Here’s a deep dark secret: I don’t particularly like security policy. I don’t always follow policy. Goodness knows that with the 50-250 page policies I’ve seen, I didn’t even understand the whole policy at a legal level – and if you don’t understand them at a legal level can you really say you’re following them? Not to mention when one policy contradicts another.
Even at companies with very robust security programs that include policy, it is very common that I approach developers and they don’t understand their companies policy either – like for example what data they need to protect. At a previous employer, we used to tease the folks that worked on PCI as having a “passion for compliance.” That was not a compliment. Policy came to sort of feel like a necessary evil at best.

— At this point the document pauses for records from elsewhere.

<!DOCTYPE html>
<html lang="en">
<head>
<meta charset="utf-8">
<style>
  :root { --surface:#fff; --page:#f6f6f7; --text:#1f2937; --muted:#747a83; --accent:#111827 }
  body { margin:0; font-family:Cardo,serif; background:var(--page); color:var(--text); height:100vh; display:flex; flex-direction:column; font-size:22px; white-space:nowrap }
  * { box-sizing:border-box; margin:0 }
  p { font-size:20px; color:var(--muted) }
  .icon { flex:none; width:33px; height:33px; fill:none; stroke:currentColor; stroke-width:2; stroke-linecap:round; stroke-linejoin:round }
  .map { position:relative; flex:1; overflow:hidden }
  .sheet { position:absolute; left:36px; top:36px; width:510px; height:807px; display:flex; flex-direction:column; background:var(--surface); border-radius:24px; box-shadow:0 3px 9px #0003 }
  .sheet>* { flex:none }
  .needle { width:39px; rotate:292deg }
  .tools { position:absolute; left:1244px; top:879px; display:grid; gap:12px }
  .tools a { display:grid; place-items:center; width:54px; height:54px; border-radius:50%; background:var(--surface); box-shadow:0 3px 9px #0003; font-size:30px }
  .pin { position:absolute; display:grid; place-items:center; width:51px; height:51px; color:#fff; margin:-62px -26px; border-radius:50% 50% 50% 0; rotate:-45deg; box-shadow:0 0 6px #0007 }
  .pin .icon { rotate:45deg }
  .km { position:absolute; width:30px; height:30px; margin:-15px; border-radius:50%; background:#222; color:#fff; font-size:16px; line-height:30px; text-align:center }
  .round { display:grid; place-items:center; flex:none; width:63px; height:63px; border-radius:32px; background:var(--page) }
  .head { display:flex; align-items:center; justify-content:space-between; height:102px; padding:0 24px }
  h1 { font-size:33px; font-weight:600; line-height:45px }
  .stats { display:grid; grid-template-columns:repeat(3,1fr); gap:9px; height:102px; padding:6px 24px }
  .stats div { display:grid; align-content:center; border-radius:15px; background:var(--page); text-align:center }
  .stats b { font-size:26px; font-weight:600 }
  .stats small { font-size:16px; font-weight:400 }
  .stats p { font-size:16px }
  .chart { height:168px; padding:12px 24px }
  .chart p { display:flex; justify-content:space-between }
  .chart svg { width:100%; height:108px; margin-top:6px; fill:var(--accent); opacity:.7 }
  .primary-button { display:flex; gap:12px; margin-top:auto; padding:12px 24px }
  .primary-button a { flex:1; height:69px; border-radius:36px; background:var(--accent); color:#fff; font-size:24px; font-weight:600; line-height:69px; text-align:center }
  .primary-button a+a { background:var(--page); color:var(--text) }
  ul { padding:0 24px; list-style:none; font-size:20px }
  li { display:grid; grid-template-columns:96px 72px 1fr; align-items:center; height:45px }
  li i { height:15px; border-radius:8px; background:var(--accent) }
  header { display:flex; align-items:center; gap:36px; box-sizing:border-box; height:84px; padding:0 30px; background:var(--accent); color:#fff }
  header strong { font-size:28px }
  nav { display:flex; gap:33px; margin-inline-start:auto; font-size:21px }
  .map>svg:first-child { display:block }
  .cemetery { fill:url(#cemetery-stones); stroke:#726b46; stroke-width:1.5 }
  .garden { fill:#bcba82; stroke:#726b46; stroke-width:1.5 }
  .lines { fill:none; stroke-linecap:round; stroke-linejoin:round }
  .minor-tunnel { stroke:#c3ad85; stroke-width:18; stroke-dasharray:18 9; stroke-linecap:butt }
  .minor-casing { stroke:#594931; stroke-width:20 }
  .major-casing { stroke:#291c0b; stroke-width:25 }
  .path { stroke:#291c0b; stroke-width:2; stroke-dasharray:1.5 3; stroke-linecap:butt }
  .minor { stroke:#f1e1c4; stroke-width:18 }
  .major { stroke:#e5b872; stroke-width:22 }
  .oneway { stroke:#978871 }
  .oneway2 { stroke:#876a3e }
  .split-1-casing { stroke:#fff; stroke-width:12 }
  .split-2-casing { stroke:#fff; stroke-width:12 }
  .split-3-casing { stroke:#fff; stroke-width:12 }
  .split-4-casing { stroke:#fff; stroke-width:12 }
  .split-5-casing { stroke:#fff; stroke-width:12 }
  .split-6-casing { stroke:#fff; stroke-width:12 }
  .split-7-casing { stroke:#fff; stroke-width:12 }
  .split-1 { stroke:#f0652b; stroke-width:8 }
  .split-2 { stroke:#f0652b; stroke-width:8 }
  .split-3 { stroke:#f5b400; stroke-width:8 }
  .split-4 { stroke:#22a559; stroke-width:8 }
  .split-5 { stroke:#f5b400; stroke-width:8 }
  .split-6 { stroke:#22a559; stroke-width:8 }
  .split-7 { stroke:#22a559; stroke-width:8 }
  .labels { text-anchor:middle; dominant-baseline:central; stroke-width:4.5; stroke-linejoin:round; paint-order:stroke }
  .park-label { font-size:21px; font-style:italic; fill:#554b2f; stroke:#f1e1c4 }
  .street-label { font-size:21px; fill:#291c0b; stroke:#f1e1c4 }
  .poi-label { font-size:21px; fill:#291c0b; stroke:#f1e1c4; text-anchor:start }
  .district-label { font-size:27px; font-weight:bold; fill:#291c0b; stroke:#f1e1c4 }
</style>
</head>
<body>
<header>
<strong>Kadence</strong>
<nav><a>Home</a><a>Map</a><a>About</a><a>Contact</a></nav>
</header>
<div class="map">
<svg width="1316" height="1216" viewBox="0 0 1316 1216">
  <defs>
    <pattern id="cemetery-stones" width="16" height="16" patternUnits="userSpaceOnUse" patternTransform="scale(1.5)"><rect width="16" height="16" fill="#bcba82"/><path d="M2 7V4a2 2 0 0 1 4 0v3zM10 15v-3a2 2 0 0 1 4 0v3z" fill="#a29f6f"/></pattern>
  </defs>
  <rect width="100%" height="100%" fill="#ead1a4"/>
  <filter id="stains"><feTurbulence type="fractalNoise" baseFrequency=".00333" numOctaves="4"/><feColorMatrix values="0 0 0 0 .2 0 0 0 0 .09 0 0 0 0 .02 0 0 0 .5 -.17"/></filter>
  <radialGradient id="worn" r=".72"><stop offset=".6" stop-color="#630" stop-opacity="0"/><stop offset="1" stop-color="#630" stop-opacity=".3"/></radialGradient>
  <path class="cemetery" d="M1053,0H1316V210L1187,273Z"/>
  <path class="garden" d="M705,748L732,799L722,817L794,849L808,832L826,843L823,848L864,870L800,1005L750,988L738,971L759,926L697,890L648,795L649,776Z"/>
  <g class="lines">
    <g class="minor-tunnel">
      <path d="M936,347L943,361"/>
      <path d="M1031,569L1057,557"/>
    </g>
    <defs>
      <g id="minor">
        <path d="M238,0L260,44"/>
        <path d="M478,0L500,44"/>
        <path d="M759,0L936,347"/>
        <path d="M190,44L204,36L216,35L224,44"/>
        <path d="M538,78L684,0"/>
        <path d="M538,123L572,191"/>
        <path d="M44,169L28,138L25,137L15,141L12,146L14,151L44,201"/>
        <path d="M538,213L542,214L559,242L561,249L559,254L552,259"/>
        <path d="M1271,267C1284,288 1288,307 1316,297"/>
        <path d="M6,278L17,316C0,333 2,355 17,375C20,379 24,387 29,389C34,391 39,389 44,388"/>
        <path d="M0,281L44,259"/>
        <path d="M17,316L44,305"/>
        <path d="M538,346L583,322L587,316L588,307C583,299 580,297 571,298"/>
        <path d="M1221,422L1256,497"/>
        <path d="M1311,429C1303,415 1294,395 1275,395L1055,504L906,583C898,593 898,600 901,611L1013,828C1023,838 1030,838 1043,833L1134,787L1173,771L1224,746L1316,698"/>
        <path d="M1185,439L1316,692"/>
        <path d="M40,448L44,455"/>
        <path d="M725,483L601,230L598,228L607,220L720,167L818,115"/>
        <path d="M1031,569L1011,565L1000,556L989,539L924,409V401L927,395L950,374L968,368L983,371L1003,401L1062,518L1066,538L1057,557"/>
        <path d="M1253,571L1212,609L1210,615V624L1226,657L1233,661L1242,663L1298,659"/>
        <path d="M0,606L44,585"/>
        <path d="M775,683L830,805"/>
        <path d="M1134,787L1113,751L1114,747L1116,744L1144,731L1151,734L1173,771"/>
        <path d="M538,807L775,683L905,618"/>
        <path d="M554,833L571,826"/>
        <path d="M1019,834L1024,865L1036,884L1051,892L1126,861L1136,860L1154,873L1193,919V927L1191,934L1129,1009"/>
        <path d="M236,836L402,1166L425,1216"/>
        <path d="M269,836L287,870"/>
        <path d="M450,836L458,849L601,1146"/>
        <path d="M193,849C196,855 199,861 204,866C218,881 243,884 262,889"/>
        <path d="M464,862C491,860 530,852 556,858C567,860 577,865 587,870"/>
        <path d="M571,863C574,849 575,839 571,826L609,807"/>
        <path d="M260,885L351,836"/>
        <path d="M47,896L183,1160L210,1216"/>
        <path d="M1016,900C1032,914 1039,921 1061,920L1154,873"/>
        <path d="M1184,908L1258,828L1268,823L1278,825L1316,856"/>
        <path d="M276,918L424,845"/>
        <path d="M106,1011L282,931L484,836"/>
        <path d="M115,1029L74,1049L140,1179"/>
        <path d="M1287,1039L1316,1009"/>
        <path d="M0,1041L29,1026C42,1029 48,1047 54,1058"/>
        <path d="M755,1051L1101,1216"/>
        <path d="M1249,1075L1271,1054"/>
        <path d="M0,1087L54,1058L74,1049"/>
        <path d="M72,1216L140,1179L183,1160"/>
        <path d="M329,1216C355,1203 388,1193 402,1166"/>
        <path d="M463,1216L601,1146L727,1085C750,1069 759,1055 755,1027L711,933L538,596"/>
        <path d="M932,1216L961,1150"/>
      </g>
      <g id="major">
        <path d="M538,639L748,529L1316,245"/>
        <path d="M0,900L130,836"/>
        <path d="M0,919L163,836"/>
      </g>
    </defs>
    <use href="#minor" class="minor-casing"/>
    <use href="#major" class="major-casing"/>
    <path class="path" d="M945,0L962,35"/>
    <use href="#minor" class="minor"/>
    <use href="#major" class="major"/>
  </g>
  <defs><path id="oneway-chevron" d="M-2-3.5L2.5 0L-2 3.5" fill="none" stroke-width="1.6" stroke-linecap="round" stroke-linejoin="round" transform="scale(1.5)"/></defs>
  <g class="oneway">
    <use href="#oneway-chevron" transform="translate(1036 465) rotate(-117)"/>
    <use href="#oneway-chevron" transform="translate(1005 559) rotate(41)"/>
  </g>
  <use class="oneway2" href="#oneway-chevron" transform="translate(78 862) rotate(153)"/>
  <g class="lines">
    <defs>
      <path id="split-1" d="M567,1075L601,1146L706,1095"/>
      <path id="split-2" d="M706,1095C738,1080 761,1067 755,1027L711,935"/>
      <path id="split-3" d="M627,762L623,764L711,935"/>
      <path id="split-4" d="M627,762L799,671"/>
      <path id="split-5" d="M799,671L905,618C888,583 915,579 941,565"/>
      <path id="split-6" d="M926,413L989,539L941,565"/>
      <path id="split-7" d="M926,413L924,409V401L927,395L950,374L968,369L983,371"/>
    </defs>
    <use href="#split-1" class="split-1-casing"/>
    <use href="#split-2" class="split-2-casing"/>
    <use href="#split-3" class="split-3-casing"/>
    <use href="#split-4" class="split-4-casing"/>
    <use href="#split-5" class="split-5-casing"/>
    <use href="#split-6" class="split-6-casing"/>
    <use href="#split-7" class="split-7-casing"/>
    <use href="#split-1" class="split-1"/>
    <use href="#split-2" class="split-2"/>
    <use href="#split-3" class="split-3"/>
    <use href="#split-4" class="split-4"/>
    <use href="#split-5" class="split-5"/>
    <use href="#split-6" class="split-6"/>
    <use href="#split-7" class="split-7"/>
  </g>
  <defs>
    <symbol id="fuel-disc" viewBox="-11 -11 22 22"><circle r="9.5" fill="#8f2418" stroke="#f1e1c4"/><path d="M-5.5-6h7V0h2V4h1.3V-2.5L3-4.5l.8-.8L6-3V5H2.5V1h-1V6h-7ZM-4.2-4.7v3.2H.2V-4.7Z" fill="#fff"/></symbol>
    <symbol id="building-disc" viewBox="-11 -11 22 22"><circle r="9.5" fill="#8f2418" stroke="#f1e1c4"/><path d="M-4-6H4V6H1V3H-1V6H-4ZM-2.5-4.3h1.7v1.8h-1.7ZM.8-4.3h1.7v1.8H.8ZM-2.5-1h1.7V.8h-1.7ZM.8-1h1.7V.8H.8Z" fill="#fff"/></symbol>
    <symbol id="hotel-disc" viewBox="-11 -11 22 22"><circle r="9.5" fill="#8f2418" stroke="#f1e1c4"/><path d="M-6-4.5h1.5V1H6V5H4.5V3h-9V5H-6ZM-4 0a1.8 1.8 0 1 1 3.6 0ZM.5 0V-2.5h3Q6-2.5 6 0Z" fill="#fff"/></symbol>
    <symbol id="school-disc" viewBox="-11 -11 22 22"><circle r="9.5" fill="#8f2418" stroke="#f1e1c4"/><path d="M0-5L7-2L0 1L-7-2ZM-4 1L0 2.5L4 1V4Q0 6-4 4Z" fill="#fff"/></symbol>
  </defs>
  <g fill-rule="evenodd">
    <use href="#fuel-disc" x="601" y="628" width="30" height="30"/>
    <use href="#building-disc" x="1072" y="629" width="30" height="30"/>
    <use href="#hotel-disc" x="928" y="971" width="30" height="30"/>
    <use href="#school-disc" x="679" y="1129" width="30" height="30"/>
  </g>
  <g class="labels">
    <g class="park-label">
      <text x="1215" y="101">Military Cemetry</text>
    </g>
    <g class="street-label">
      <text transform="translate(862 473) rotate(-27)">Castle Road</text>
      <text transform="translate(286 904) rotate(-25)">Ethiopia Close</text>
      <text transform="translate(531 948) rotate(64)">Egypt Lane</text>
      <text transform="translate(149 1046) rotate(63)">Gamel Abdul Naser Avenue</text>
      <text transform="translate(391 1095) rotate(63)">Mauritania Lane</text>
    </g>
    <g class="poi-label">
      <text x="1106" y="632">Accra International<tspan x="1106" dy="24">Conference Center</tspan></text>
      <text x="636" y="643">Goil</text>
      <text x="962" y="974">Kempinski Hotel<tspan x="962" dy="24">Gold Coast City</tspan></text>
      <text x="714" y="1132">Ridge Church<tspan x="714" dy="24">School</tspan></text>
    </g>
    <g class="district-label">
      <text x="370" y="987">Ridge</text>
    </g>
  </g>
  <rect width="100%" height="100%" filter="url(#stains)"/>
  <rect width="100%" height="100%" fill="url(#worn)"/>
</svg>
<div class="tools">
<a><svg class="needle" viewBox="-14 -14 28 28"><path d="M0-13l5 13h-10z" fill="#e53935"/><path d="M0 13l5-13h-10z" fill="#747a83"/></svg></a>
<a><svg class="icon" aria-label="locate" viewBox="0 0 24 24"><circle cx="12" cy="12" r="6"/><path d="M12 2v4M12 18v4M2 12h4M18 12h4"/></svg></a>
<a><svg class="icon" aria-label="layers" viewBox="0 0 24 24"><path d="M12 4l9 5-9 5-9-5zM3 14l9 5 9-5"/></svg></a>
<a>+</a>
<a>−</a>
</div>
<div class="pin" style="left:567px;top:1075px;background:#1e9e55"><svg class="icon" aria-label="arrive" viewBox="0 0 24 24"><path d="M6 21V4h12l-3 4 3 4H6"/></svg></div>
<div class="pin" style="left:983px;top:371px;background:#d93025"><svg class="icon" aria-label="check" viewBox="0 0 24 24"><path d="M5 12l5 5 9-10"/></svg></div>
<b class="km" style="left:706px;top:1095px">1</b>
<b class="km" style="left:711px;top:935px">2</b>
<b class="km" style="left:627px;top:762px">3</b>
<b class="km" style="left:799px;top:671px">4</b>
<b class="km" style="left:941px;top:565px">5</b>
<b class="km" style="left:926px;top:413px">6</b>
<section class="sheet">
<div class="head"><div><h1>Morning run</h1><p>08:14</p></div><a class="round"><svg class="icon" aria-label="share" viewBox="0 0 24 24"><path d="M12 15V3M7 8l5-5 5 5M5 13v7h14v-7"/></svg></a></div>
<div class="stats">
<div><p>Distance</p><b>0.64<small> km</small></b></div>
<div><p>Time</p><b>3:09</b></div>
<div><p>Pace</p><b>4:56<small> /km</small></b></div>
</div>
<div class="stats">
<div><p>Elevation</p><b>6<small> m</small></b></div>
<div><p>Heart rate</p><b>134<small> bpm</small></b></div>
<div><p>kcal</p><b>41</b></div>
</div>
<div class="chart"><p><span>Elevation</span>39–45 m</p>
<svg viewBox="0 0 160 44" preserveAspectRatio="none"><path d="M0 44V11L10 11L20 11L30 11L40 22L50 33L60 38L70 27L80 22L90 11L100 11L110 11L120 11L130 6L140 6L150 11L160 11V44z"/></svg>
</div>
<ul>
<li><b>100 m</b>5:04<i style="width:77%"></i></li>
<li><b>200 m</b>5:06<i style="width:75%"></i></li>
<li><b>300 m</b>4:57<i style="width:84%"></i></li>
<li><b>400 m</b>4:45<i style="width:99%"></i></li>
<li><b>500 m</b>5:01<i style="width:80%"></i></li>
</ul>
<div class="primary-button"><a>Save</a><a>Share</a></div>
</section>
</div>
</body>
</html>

Then I met and started to work with our CISO Rocio Baeza. I didn’t know that I’d end up hiring her as an internal policy, governance and risk resource for Jemurai but I’m lucky I did. Initially, we did policy because many of our clients that needed technical help also needed policies – some kind of rules to follow.
As we challenged Rocio to “get meta” on the problems with policy the way we try to “get meta” with the technical issues we see, she extended and then surpassed our expectations by developing an approach for Agile Governance. She implemented policies for clients that were short, to the point, readable and in our collective judgment captured the important things they needed to think about even better than the policy “books” we saw.
Writing policy in layman’s terms, with a focus on simplicity, was something that wasn’t immediately easy to appreciate. The shorter simple policy reads easily and doesn’t feel like it hurts the same way some policies do. Its like the old quote from Blaise Pascal:
We worked hard to make it shorter. Does that mean it doesn’t work? On the contrary, we think it works even better.